In this script I get the embeddings and prepare the data so that it can be directly fed to the CNN later on. The script can be used for both Bangali and hindi datasets by only changing the dataset name in the beginning of the script.

In [13]:
import torch
import csv
import torch.nn as nn
import torch.nn.functional as F
import numpy as np
from utils import *
import sys

Load the cleaned data which was saved in the previous script as well as the list of the vocabulary items.

In [14]:
dataset_name = 'hindi' #change to bangali
embedding_size = 300
data = load_data(dataset_name + '_tweets')
V = data['all_words']
new_tweets = data['tweets']
Y = data['Y']

The word2vec model. Here in the forward pass I do not use the second layer and the final softmax layer since I only want to get the embeddings which are in the first layer.

In [15]:
class Word2Vec(nn.Module):
  def __init__(self):
    super().__init__()
    self.hidden_1 = nn.Linear(len(V),embedding_size)
    self.hidden_2 = nn.Linear(embedding_size,len(V))
    self.logsoftmax = nn.LogSoftmax()


  def forward(self, one_hot):
    out = self.hidden_1(one_hot)
    # print(out.shape)
    # out = self.hidden_2(out)
    # out = self.logsoftmax(out)
    return out

We need the function which turns a word into its one hot encoding:

In [16]:
def word_to_one_hot(word):
    one_hot = torch.zeros(len(V))
    for i,w in enumerate(V):
        if word == w:
            one_hot[i] = 1
            break
    assert(torch.sum(one_hot)==1)
    return one_hot


I load the embeddings model which we trained in the previous script and define a sen_len which is the mean of the sentence length of the sentences in the dataset. since for the CNN we need all the sentences to have the same size but the sentences in the dataset can have various sizes.
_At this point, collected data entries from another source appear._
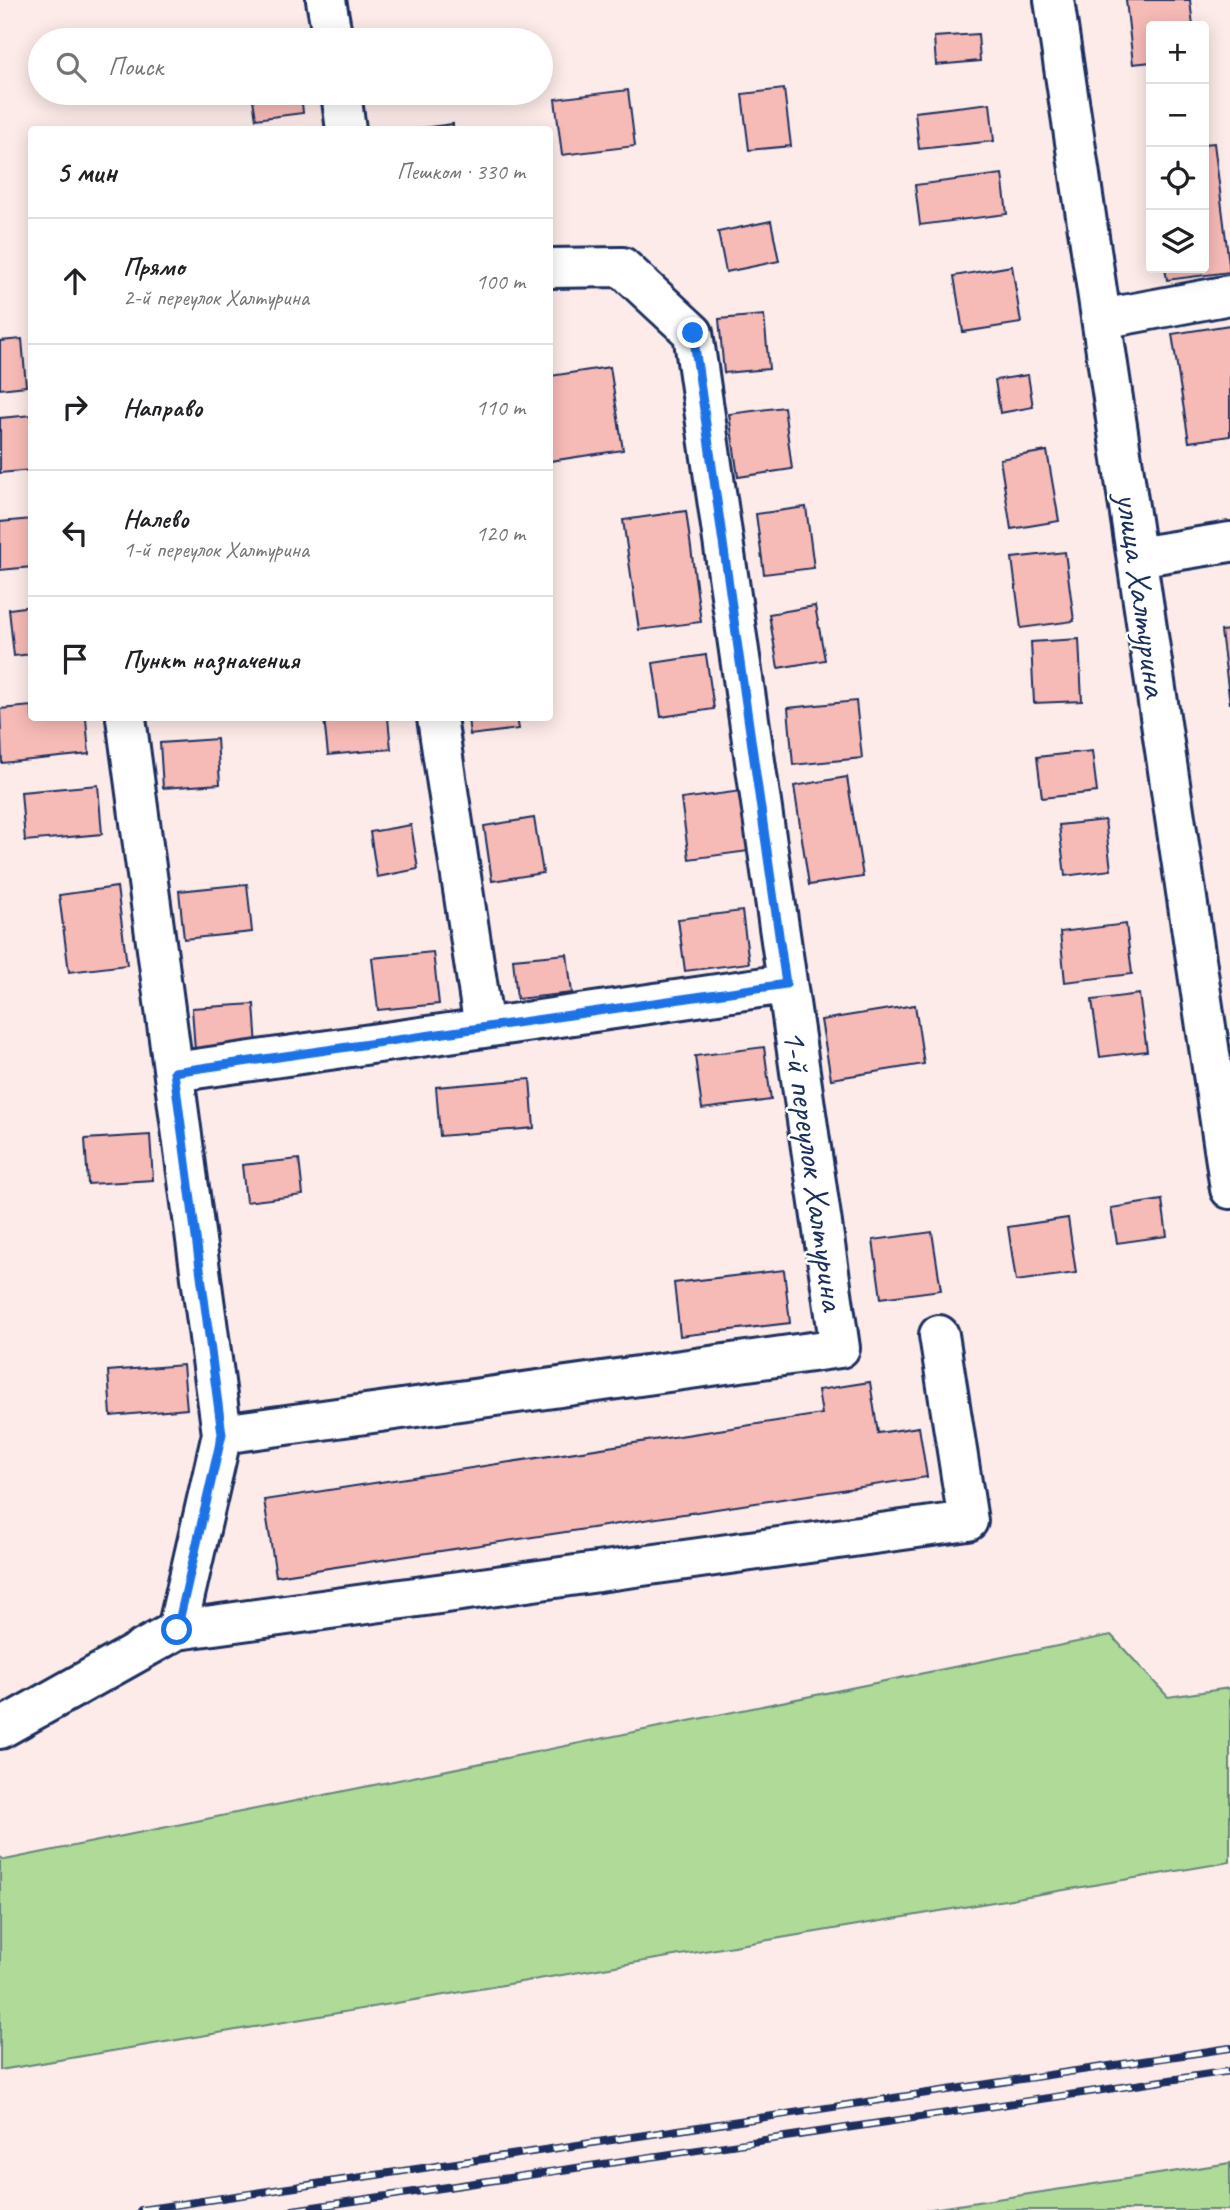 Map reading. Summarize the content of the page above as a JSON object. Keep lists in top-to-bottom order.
{
  "streets": {
    "street": ["улица Халтурина", "1-й переулок Халтурина"]
  },
  "page": {
    "map_buttons": ["+", "−"],
    "search": "Поиск",
    "heading": ["5 мин", "Пешком · 330 m"],
    "list": [
      ["Прямо", "2-й переулок Халтурина", "100 m"],
      ["Направо", "110 m"],
      ["Налево", "1-й переулок Халтурина", "120 m"],
      "Пункт назначения"
    ]
  }
} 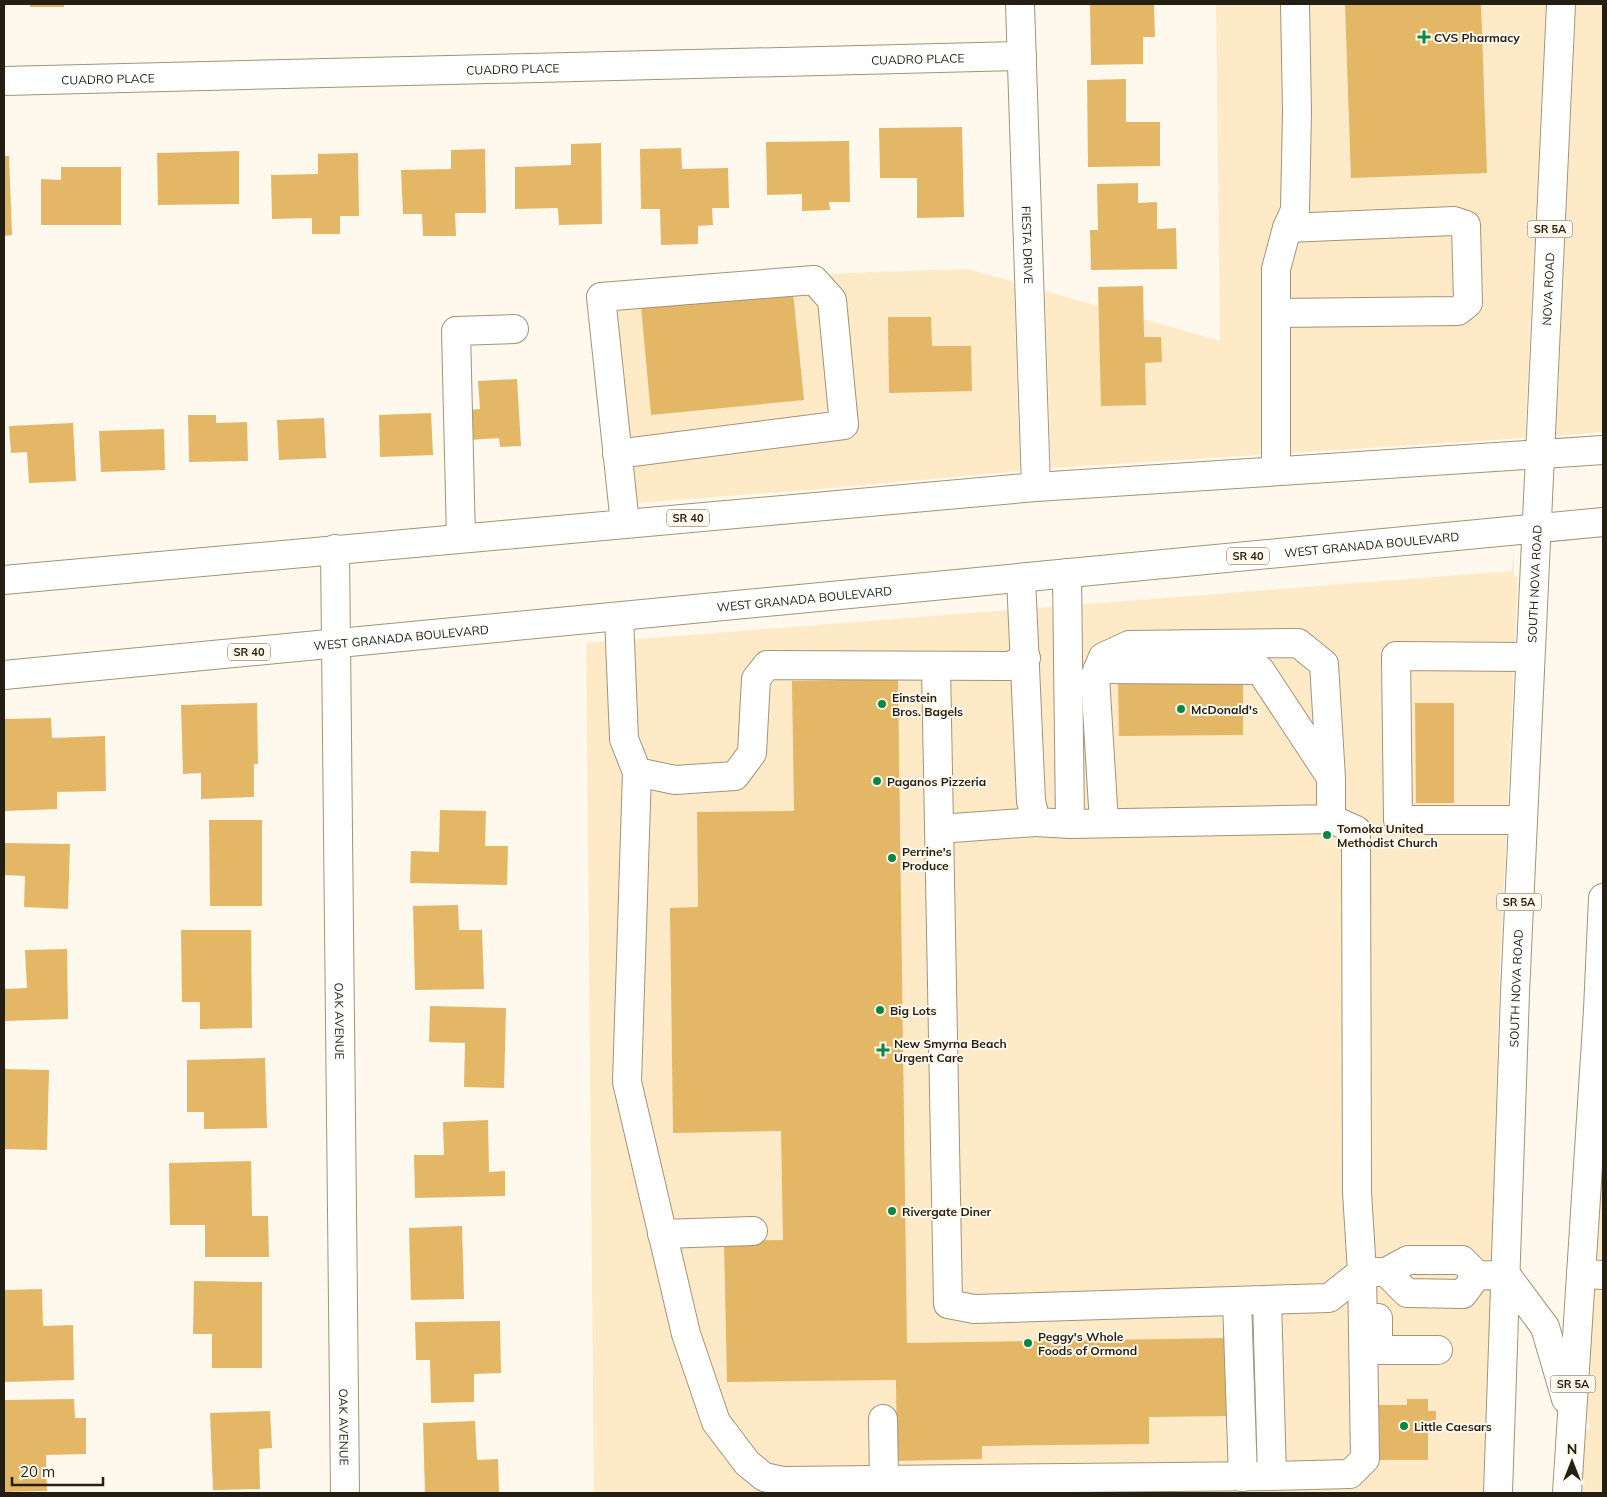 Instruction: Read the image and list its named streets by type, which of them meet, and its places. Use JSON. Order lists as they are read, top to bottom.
{
  "streets": {
    "main road": [
      "CUADRO PLACE",
      "SR 5A",
      "FIESTA DRIVE",
      "NOVA ROAD",
      "SR 40",
      "WEST GRANADA BOULEVARD",
      "SOUTH NOVA ROAD",
      "OAK AVENUE"
    ]
  },
  "crossings": [
    ["CUADRO PLACE", "FIESTA DRIVE"],
    ["FIESTA DRIVE", "SR 40"],
    ["NOVA ROAD", "SR 40"],
    ["NOVA ROAD", "SOUTH NOVA ROAD"],
    ["SR 40", "SOUTH NOVA ROAD"],
    ["SR 40", "OAK AVENUE"],
    ["WEST GRANADA BOULEVARD", "SOUTH NOVA ROAD"],
    ["WEST GRANADA BOULEVARD", "OAK AVENUE"]
  ],
  "places": {
    "health": ["CVS Pharmacy", "New Smyrna Beach Urgent Care"],
    "other": [
      "Einstein Bros. Bagels",
      "McDonald's",
      "Paganos Pizzeria",
      "Tomoka United Methodist Church",
      "Perrine's Produce",
      "Big Lots",
      "Rivergate Diner",
      "Peggy's Whole Foods of Ormond",
      "Little Caesars"
    ]
  },
  "scale_bar": "20 m",
  "north": "top"
} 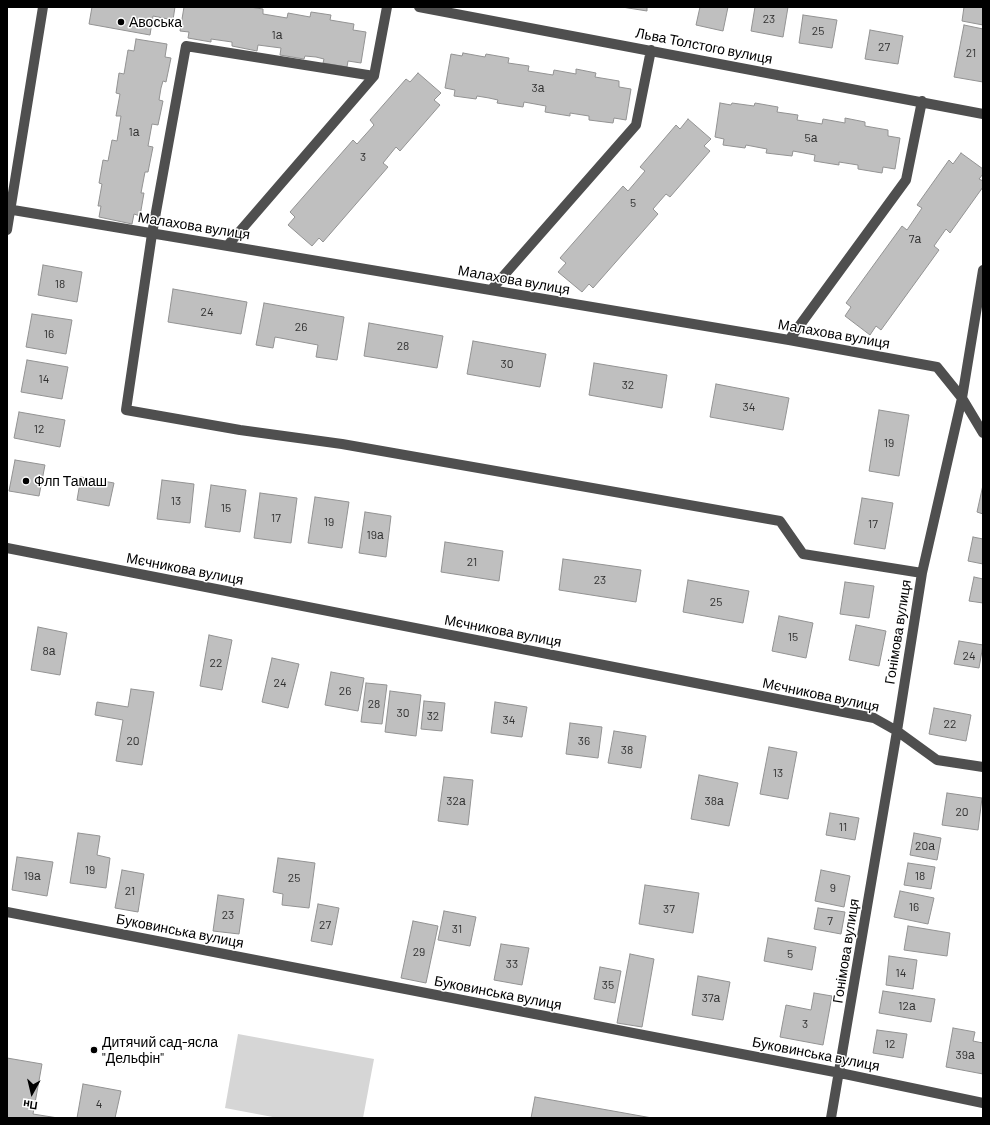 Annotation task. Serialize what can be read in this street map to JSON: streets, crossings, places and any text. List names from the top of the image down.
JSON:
{
  "streets": {
    "street": [
      "Льва Толстого вулиця",
      "Малахова вулиця",
      "Мєчникова вулиця",
      "Гонімова вулиця",
      "Буковинська вулиця"
    ]
  },
  "crossings": [
    ["Малахова вулиця", "Гонімова вулиця"],
    ["Мєчникова вулиця", "Гонімова вулиця"],
    ["Гонімова вулиця", "Буковинська вулиця"]
  ],
  "places": ["Авоська", "Флп Тамаш", "Дитячий сад-ясла \"Дельфін\""],
  "house_numbers": [
    "23",
    "25",
    "1а",
    "27",
    "21",
    "3а",
    "1а",
    "5а",
    "3",
    "5",
    "7а",
    "18",
    "24",
    "26",
    "16",
    "28",
    "30",
    "14",
    "32",
    "34",
    "12",
    "19",
    "13",
    "15",
    "17",
    "19",
    "17",
    "19а",
    "21",
    "23",
    "25",
    "15",
    "8а",
    "24",
    "22",
    "24",
    "26",
    "28",
    "30",
    "32",
    "34",
    "22",
    "20",
    "36",
    "38",
    "13",
    "32а",
    "38а",
    "20",
    "11",
    "20а",
    "19",
    "19а",
    "18",
    "25",
    "9",
    "21",
    "16",
    "37",
    "23",
    "7",
    "27",
    "31",
    "29",
    "5",
    "33",
    "14",
    "35",
    "37а",
    "12а",
    "3",
    "12",
    "39а",
    "4"
  ],
  "north": "bottom"
}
I use the mean of the length as the final length of all the sentences and crop the longer sentences and pad the shorter sentences so that they all satisfy this length.

In [17]:
model = Word2Vec()
model.load_state_dict(torch.load(dataset_name + '_embeddings_model'))
model.eval()
sen_len = int(sum([len(sentence) for sentence in new_tweets])/len(new_tweets))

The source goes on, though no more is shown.